PROBLEM REQUIREMENTS
Each line that includes "names" must be copied from the records.

(Collected data)
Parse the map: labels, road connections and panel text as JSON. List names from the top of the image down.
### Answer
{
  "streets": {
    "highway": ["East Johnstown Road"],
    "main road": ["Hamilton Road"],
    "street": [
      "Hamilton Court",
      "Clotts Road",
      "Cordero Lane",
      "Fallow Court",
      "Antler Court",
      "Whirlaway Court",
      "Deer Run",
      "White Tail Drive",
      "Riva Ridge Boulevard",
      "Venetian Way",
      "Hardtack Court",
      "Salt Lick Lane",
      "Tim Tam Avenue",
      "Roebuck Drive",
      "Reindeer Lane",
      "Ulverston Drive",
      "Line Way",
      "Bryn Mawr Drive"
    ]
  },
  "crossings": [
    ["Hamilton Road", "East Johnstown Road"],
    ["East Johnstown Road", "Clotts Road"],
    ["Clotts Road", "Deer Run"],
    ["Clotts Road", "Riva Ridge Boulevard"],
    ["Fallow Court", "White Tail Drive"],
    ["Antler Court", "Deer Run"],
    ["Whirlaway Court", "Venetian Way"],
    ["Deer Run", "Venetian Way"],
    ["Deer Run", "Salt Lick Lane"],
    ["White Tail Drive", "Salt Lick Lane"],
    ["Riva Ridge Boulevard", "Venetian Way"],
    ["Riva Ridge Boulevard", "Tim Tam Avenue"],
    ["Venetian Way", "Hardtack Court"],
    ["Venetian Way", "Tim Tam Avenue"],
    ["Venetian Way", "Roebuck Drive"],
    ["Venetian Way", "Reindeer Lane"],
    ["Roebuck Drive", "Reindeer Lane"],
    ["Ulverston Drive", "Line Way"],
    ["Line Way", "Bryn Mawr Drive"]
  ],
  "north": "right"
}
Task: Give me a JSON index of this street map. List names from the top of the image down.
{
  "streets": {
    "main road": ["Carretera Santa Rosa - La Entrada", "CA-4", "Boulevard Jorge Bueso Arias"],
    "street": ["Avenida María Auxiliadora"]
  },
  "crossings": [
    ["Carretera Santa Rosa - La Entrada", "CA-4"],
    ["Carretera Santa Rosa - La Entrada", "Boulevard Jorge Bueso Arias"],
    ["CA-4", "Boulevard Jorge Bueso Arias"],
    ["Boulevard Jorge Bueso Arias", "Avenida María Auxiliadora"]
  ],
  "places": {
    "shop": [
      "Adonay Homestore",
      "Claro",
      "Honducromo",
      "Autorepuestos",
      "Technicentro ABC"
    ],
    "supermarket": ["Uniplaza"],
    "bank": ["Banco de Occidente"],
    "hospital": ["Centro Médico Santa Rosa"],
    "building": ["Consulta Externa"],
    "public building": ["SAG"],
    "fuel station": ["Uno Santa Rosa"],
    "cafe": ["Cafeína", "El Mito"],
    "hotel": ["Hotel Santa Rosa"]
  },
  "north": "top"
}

OUTPUT BELOW
Parse the map: labels, road connections and panel text as JSON. List names from the top of the image down.
Task: Give me a JSON index of this street map. List names from the top of the image down.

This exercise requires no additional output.